DATA TO USE Block Start

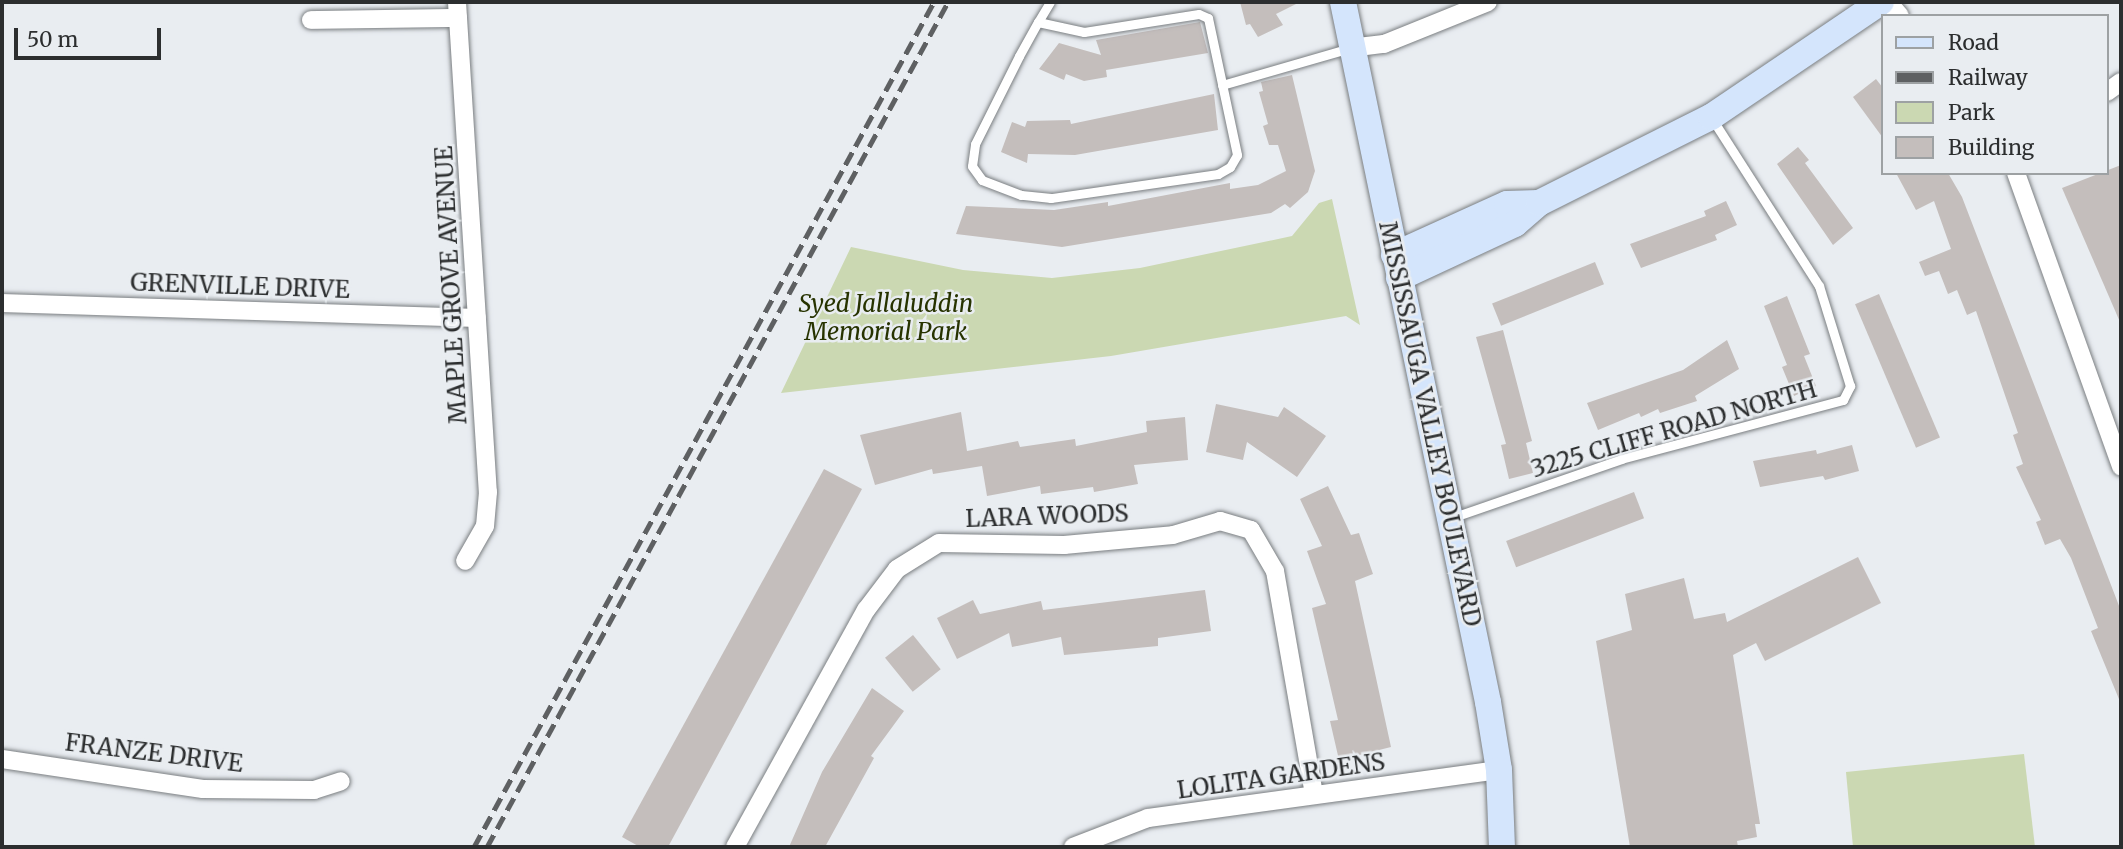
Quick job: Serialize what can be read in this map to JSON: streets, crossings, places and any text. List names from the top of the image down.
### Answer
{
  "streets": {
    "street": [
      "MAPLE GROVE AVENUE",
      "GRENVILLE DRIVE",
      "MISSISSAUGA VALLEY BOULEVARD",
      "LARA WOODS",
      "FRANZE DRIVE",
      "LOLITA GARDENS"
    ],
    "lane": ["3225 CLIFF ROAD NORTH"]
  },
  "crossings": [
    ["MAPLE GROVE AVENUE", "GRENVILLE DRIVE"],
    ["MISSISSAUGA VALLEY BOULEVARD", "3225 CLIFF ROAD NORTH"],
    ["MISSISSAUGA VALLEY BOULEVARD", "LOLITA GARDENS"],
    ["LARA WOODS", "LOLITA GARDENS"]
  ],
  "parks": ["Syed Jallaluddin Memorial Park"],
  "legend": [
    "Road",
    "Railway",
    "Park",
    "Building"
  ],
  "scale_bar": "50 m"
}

DATA TO USE Block End

TASK ITEM
Could you restate each record word for word, keeping the pictures out?

OUTPUT FOR THIS TASK
Quick job: Serialize what can be read in this map to JSON: streets, crossings, places and any text. List names from the top of the image down.
### Answer
{
  "streets": {
    "street": [
      "MAPLE GROVE AVENUE",
      "GRENVILLE DRIVE",
      "MISSISSAUGA VALLEY BOULEVARD",
      "LARA WOODS",
      "FRANZE DRIVE",
      "LOLITA GARDENS"
    ],
    "lane": ["3225 CLIFF ROAD NORTH"]
  },
  "crossings": [
    ["MAPLE GROVE AVENUE", "GRENVILLE DRIVE"],
    ["MISSISSAUGA VALLEY BOULEVARD", "3225 CLIFF ROAD NORTH"],
    ["MISSISSAUGA VALLEY BOULEVARD", "LOLITA GARDENS"],
    ["LARA WOODS", "LOLITA GARDENS"]
  ],
  "parks": ["Syed Jallaluddin Memorial Park"],
  "legend": [
    "Road",
    "Railway",
    "Park",
    "Building"
  ],
  "scale_bar": "50 m"
}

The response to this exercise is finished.